(Data records)
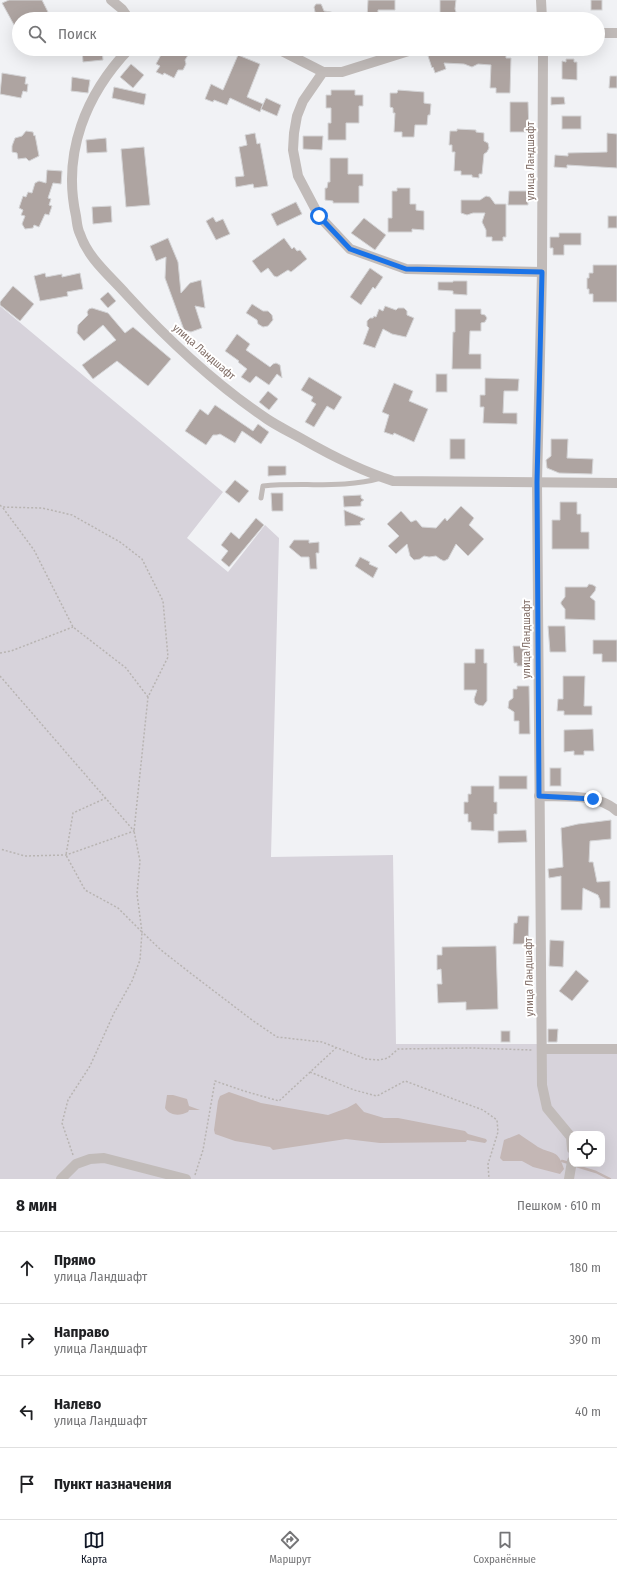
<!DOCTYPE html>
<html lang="ru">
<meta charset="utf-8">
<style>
:root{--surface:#fff;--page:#f6f6f6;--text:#202124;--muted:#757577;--line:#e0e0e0;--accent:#111827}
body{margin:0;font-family:"Fira Sans Condensed",sans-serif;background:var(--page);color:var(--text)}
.controls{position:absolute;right:12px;bottom:12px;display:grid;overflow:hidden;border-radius:8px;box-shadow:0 4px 16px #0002}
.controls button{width:36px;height:36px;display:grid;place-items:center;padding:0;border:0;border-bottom:1px solid var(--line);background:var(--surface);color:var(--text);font:20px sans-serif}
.stop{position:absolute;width:12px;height:12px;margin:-9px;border:3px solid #1a73e8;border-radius:50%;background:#fff}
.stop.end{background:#1a73e8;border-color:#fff;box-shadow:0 1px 4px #0008}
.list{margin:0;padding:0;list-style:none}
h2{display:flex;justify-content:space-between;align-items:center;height:52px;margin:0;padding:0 16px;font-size:17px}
h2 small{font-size:13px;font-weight:400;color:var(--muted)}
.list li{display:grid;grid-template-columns:26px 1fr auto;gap:12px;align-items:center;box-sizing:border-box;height:72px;padding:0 16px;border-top:1px solid var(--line)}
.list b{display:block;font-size:15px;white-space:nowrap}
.list p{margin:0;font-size:13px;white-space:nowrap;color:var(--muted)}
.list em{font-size:13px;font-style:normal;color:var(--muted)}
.icon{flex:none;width:22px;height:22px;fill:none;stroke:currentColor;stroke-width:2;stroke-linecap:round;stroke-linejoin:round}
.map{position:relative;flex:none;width:617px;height:1179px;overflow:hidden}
.search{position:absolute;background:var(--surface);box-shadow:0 4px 16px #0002;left:12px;right:12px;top:12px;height:44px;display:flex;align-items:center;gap:10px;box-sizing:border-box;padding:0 14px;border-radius:22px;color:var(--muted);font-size:15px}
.sheet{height:340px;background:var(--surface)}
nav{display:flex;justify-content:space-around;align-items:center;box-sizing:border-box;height:56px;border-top:1px solid var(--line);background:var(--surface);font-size:11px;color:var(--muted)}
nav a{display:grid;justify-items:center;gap:2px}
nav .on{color:var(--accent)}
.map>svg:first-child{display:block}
.green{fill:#d7d3db;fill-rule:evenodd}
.water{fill:#c4b7b5}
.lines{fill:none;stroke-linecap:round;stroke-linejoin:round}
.stream{stroke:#c4b7b5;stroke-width:2.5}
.building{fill:#aea4a1;stroke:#d4d4d6}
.path{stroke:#b8b4b2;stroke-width:1.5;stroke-dasharray:2 2;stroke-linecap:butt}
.lane{stroke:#c1bbb9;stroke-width:5}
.street{stroke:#c1bbb9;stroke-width:10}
.route{stroke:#1a73e8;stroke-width:5}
.labels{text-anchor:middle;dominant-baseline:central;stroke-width:4;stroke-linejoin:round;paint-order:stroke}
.street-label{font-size:11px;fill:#806d66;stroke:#fff}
</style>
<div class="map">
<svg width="617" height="1179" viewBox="0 0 617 1179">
<rect width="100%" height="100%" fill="#f1f2f5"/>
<!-- green -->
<path class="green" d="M0 306 223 492 187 538 228 572 265 525 279 538 271 857 393 855 396 1044H617V1179H0ZM572 1134H602V1164H572Z"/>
<!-- water -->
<g class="water">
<path d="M229 1092 261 1103 328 1115 347 1108 356 1103 364 1112 384 1118H398L465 1131 468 1134 486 1139 487 1141 485 1143 467 1140 466 1142 380 1143 346 1139 273 1150 270 1147 235 1141 215 1134 214 1130 218 1101 220 1096Z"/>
<path d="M167 1095H173L187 1099 189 1106 200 1110H189L188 1112C180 1116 170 1116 165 1108Z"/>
<path d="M519 1134C525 1138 532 1143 538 1147 553 1155 558 1149 564 1169L560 1174 533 1167 522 1161H503L500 1158 504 1140Z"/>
</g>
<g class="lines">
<!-- stream -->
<g class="stream">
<path d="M562 1161 569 1163"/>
<path d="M573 1165 596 1172 610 1179"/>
</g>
</g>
<!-- building -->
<g class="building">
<path d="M9 0H42L50 16 44 19H19V34L2 3Z"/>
<path d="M368 0H395V10H378V19H367Z"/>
<path d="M440 0H456L455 9 457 15 448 19H440Z"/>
<rect x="591" y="0" width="11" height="10"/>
<path d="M316 4H321L322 6 324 11 331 12 333 13 335 19H312L315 12 314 7Z"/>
<path d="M82 49H102L103 60 83 62Z"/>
<path d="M170 49H184L190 52 185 60 186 64 183 70H178L174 78 164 73 163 75 156 72 160 66 156 64 163 51 167 53Z"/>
<path d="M486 49H495L499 55H506V58H511L510 93H496V88H490L491 65 478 64 472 67 464 64 444 63 446 69 435 73 433 67 432 68 428 56 444 50 465 52H484Z"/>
<path d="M238 55 260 64 247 97 263 104 260 112 230 98 227 105 214 100 213 102 205 99 211 84 223 90Z"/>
<path d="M566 59H574V62H577V80L562 79V61L566 62Z"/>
<path d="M131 64 144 75 133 88 120 77Z"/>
<path d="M2 73 26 77 25 84H28L27 92 23 91 21 98 0 94Z"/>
<path d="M610 76H617V88H609Z"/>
<path d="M72 77 90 80 88 93 71 91Z"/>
<path d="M114 87 146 94 144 105 112 98Z"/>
<path d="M331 90H355V95H363V106H359V123H346V140H328V123H331V108H326V95H331Z"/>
<path d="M398 90 424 92V103L431 104 430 115H428L427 125H415L414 137H402V132H394L395 113H393V108L390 107V93H397Z"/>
<path d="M551 97H564L565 104 551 105Z"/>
<path d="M266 98 281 105 277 116 261 109Z"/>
<path d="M510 102H528L529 132H510Z"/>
<rect x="562" y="116" width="19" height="13"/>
<path d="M457 129 476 130V132L484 133V141L488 143 489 148 487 152 484 154 482 174H479V178L472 177V175H461V171H454L455 152H452V145H449L450 131H457Z"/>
<path d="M26 131 33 132 34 136 35 135 39 156 29 161 26 158 18 159 17 153 12 152V146L15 138 22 136Z"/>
<path d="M255 133 257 144 260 143 268 186 254 188 253 184 236 187 235 177 244 176 239 147 247 145 245 135Z"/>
<path d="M607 133 617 134V168L567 165V168L554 167 555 155 568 156V153L607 152Z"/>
<path d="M303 136H323L322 150 303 149Z"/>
<path d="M106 138 107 152 87 153 86 140Z"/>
<path d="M144 147 150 205 126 207 121 149Z"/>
<path d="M330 158H348V174H363V186H359V203H333V201L325 200V188H327L328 182H330Z"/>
<path d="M47 170 62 171 61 184 53 183 48 198 51 199 49 205 52 206 49 215 45 214 39 227 34 225 33 228 25 229 22 224 25 216 21 215 23 210 19 208 23 196 26 197 28 192 32 193 35 183 39 181 46 183Z"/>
<path d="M397 188H410V204H416V210L424 211V230L412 229V232H388V218H392V191H397Z"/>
<path d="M509 191H528V205H508Z"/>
<path d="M486 196 490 197 495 204H506V237H503V241H492V237H486V230L482 222 485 213H473L467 215 461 213V200H480Z"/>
<path d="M296 202 302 214 277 226 271 214Z"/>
<path d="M111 206 112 222 93 224 92 207Z"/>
<rect x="608" y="216" width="9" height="12"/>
<path d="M213 217 216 222 223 219 230 234 216 240 206 221Z"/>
<path d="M364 218 386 235 375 250 351 233Z"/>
<path d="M559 233H581V245H564V255H553V248H550V237H559Z"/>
<path d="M168 238 178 262 181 293 190 283 201 280 205 308 195 306 202 328 191 332 184 330 165 278 166 257 156 261 150 246Z"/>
<path d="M284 238 292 249 294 247 297 251 300 250 307 259 291 272 288 270 277 277 274 276 268 268 261 273 252 261Z"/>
<path d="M593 265H617V302H593V294H589V289H587V278H589V273H593Z"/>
<path d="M370 268 383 277 375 289 373 287 361 305 350 297Z"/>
<path d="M45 273 46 277 62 274V277L80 273 83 289 67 292 68 296 40 301 34 276Z"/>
<path d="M453 281H467V295L453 294V291L438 290V282H453Z"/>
<path d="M13 286 34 304 20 321 0 305V302Z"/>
<path d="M108 292 116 301 108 308 100 299Z"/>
<path d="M252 304 263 311H268L272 315 273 320 268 326 263 327 258 324 257 320 246 313Z"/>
<path d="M385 306 396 310 398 308H404L407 311V315L414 318 406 337 392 334 383 329 375 348 363 344 369 328 367 326V321L370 318H373L374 316 376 317 379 309 383 311Z"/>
<path d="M92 308 108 313 125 333 133 327 171 359 148 386 117 361 93 379 82 365 116 340 103 325 84 341 77 333 78 325 88 315 87 312 89 309Z"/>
<path d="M455 309H481V314L485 315 487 318 485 322 481 323V331H470L469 354H481V369H452L453 332H455Z"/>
<path d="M237 334 250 344 246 350 270 367 273 364 276 363 280 365 282 378 277 374 269 385 256 376 250 383 241 377 247 369 238 362 239 361 225 351Z"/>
<rect x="436" y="374" width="11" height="18"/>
<path d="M309 377 342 397 334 410 327 406 314 427 305 422 316 404 311 401 313 397 301 390Z"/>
<path d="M485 378 519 379 518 391H504L503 413H517V424L483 423 484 407H480V395H485Z"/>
<path d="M394 383 413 391 409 401 428 409 414 442 394 433 393 435 384 432 389 415 382 412Z"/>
<path d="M268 391 278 399 269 410 259 402Z"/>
<path d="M215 405 253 431 258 424 269 432 261 444 242 431 235 443 220 434 217 435H213L206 445 185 431 200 409 208 415Z"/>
<rect x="450" y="439" width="15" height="20"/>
<path d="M551 439H568L567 458 593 459 592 474 559 473 547 468 546 460 551 456Z"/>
<path d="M268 466H286V475L268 476Z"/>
<path d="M235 480 249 491 239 503 225 492Z"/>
<path d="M271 493H283V511H272Z"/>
<path d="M361 495V498L364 500 361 502V506L344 507 343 496Z"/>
<path d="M560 502H577V514H581V532H589V549H552V520H560Z"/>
<path d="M461 506 474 518 469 525 484 539 468 556 456 544 448 559 444 561 440 559 436 556 429 557 424 556 420 559 414 560 410 556 407 544 396 554 388 546 399 536 387 524 401 511 411 522 416 520 422 527 436 528 445 518 447 521Z"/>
<path d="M344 510 365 519 360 522 361 525 345 526Z"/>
<path d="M256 518 264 525 229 567 221 560 228 551 221 545 231 532 239 539Z"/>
<path d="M294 540H309V543L319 542V553H316L317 569H310L309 557H301L289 547Z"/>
<path d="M360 557 370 562 369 564 378 568 373 578 355 566Z"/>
<path d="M589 584 593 585 596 587 595 591 590 597 595 601V620L565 619V609L561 604V602L565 597V587H587Z"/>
<path d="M548 626H565L566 652H550Z"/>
<path d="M593 640H617V662H602V654H593Z"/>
<path d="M513 646H529L528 666H517V663H514Z"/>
<path d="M475 649H484V663H487V701L483 706 478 705 475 703 474 699 477 690H464V663H475Z"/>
<path d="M563 676H585L584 706H592V715H564V711H557L558 699H563Z"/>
<path d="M517 686H529L530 734H519V721H514V712L508 708 509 701 513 698V689H517Z"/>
<path d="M593 729 594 751H584V755H574V751L564 752V730Z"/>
<rect x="550" y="768" width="11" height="18"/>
<rect x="499" y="776" width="28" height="13"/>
<path d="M471 786H494V802H497V814H494V831L471 830V822H468V814H464V802H468V794H471Z"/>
<path d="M611 820V839L590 841 589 862H593L597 882 610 881V908H600V900L598 895 583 888 582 910H561V876L549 878 548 869 563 867 561 828 578 824Z"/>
<path d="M526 830 527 842 498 843V831Z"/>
<path d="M518 916H529L528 944H513L514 923H517Z"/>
<path d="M550 940 564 941 563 967 549 966Z"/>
<path d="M496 946 498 1009 466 1010V1002L438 1003 437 984H442L441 969 437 970V955H442V947Z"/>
<path d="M576 970 589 981 572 1001 559 991Z"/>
<path d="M548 1029H558L557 1042H548Z"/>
<rect x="501" y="1031" width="9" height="11"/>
</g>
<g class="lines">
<!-- path -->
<g class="path">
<path d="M0 505 2 507 42 508 72 515 120 542 142 559 163 601 168 657 148 697 134 831 140 861 137 894 142 932 161 950 189 972 252 1020 277 1037 322 1042 366 1059 379 1060 388 1058 398 1049 472 1048 532 1050"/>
<path d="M3 508 34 550 73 627 126 668 148 697"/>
<path d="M0 653 11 651 73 627"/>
<path d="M0 676 134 831 66 855 25 856 0 849"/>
<path d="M310 1072 354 1090 377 1096 405 1081 483 1110 497 1120 498 1132 488 1164 489 1179"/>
<path d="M73 1155 62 1123 68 1100 90 1066 114 1013 132 981 140 960 142 932 118 908 85 890 66 855 73 813 106 798"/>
<path d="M195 1175 203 1150 215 1081 244 1091 279 1101 336 1048"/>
</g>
<!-- lane -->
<path class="lane" d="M261 498 263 486C301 482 343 489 381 478"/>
<!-- street -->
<g class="street">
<path d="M111 0 122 9 129 19"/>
<path d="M541 0 542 19"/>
<path d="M180 19 185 17 209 19"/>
<path d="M598 33H617"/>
<path d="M129 49C86 94 62 153 76 216 77 222 77 228 80 234 88 258 109 275 126 294 168 340 215 384 267 419 279 427 292 433 304 440 332 456 362 471 393 481L617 483"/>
<path d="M278 49 323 72H342L415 49"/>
<path d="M543 49 542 272 537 482 542 1085 547 1108 571 1137 572 1149"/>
<path d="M323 72 303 101 297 116 294 133 293 150 298 176 319 216 350 249 406 269 542 272"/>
<path d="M539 796C565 797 597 793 617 811"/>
<path d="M542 1049H617"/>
<path d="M61 1179 76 1164 90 1159 104 1158 186 1179"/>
<path d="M569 1179 572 1161"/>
</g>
</g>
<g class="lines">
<!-- route -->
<path class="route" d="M319 216 350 249 406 269 542 272 537 482 539 796 593 799"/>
</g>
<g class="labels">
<!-- street labels -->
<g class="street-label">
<text transform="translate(530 161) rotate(-90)">улица Ландшафт</text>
<text transform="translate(204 352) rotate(41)">улица Ландшафт</text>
<text transform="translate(526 639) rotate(-90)">улица Ландшафт</text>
<text transform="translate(529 977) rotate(-91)">улица Ландшафт</text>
</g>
</g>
</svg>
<div class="controls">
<button><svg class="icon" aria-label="locate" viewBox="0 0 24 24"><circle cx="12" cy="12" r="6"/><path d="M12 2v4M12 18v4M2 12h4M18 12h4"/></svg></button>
</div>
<div class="stop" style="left:319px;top:216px"></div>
<div class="stop end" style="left:593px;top:799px"></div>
<div class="search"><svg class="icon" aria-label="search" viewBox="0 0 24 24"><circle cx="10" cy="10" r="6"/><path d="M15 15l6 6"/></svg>Поиск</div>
</div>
<section class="sheet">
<h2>8 мин<small>Пешком · 610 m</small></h2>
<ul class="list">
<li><svg class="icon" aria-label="ahead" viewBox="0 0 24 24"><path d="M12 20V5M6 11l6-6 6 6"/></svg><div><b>Прямо</b><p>улица Ландшафт</p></div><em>180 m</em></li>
<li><svg class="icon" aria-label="right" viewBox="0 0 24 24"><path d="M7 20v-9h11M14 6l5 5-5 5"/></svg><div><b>Направо</b><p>улица Ландшафт</p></div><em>390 m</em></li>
<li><svg class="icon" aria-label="left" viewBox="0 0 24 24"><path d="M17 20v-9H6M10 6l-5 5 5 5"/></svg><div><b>Налево</b><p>улица Ландшафт</p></div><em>40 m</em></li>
<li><svg class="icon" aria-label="arrive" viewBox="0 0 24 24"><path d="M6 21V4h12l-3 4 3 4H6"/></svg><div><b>Пункт назначения</b></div></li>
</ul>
</section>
<nav>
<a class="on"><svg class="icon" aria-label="map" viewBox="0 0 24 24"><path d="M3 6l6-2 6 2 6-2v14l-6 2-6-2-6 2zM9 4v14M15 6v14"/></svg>Карта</a>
<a><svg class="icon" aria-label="directions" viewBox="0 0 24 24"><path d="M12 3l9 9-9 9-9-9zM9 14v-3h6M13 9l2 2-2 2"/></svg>Маршрут</a>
<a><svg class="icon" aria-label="saved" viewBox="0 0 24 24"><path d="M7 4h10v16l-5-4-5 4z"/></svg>Сохранённые</a>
</nav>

**ABOUT THIS TASK:** Show all lines in the records above that hold "solid".

**TASK SOLUTION:**
.controls button{width:36px;height:36px;display:grid;place-items:center;padding:0;border:0;border-bottom:1px solid var(--line);background:var(--surface);color:var(--text);font:20px sans-serif}
.stop{position:absolute;width:12px;height:12px;margin:-9px;border:3px solid #1a73e8;border-radius:50%;background:#fff}
.list li{display:grid;grid-template-columns:26px 1fr auto;gap:12px;align-items:center;box-sizing:border-box;height:72px;padding:0 16px;border-top:1px solid var(--line)}
nav{display:flex;justify-content:space-around;align-items:center;box-sizing:border-box;height:56px;border-top:1px solid var(--line);background:var(--surface);font-size:11px;color:var(--muted)}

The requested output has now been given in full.